HOW TO COMPLETE THIS TASK:
Copy all lines below exactly as written. Leave pictures out.

DATA SECTION:
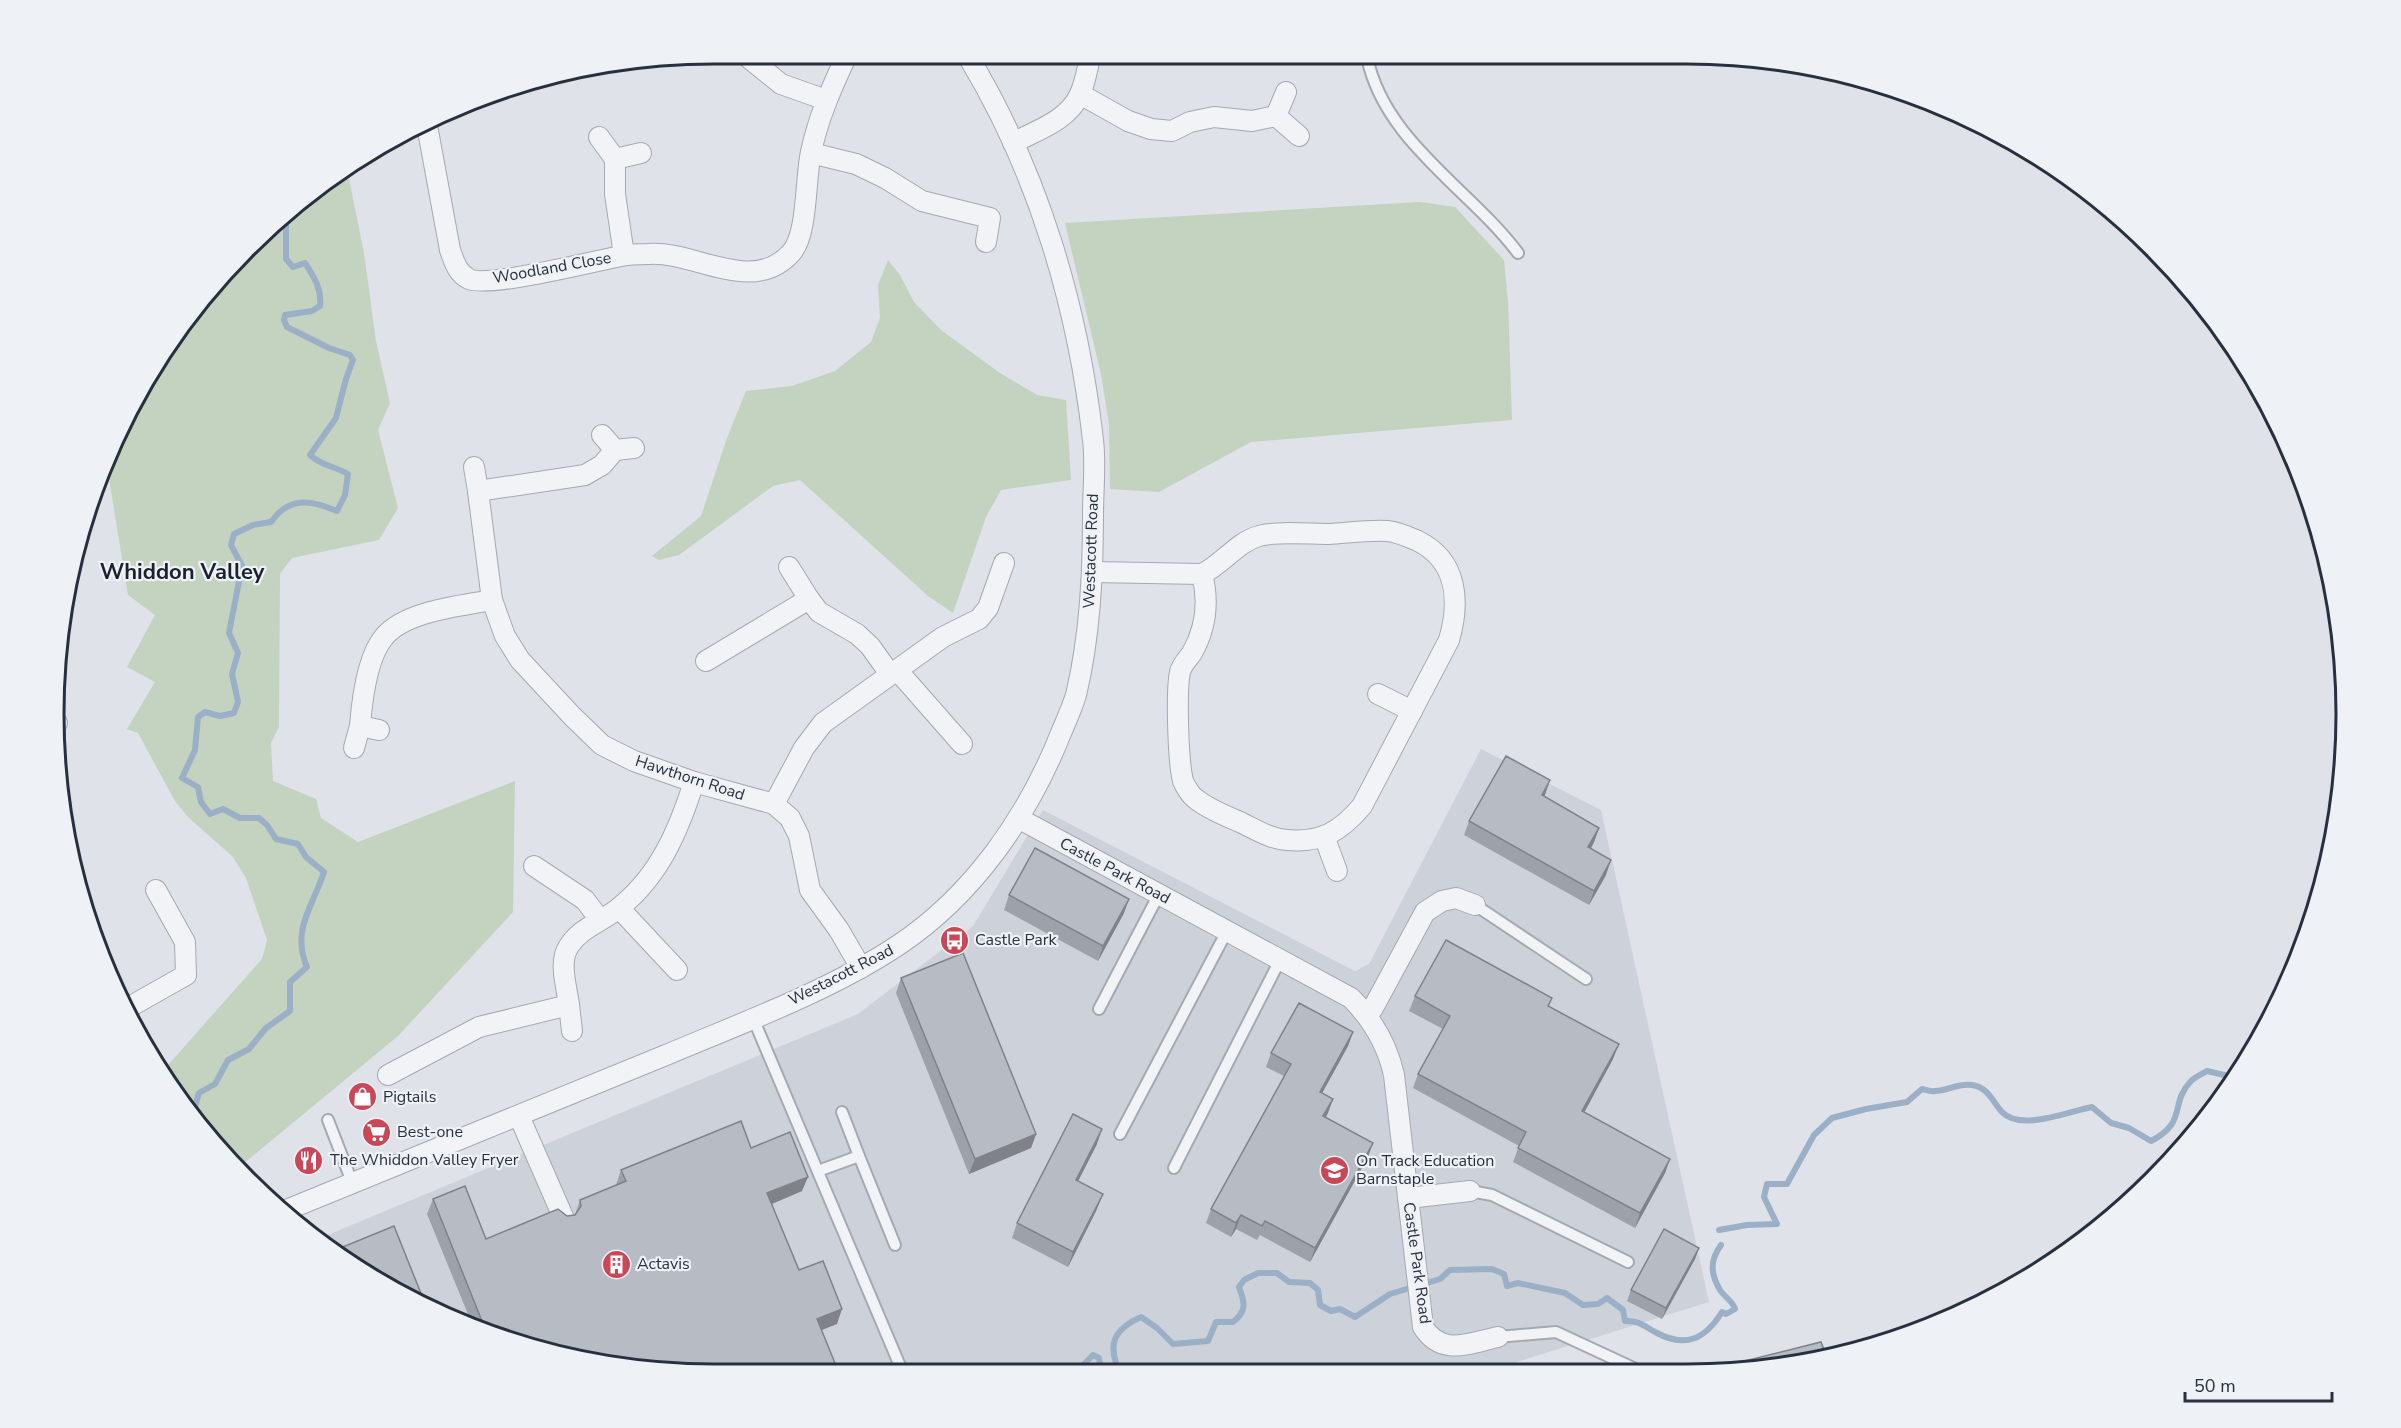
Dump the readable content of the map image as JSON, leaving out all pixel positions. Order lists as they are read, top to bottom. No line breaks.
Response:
{"streets":{"street":["Woodland Close","Westacott Road","Hawthorn Road","Castle Park Road"]},"crossings":[["Westacott Road","Castle Park Road"]],"districts":["Whiddon Valley"],"places":{"bus stop":["Castle Park"],"shop":["Pigtails"],"supermarket":["Best-one"],"restaurant":["The Whiddon Valley Fryer"],"school or university":["On Track Education Barnstaple"],"building":["Actavis"]},"scale_bar":"50 m"}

EXERCISE RESPONSE:
Dump the readable content of the map image as JSON, leaving out all pixel positions. Order lists as they are read, top to bottom. No line breaks.
Response:
{"streets":{"street":["Woodland Close","Westacott Road","Hawthorn Road","Castle Park Road"]},"crossings":[["Westacott Road","Castle Park Road"]],"districts":["Whiddon Valley"],"places":{"bus stop":["Castle Park"],"shop":["Pigtails"],"supermarket":["Best-one"],"restaurant":["The Whiddon Valley Fryer"],"school or university":["On Track Education Barnstaple"],"building":["Actavis"]},"scale_bar":"50 m"}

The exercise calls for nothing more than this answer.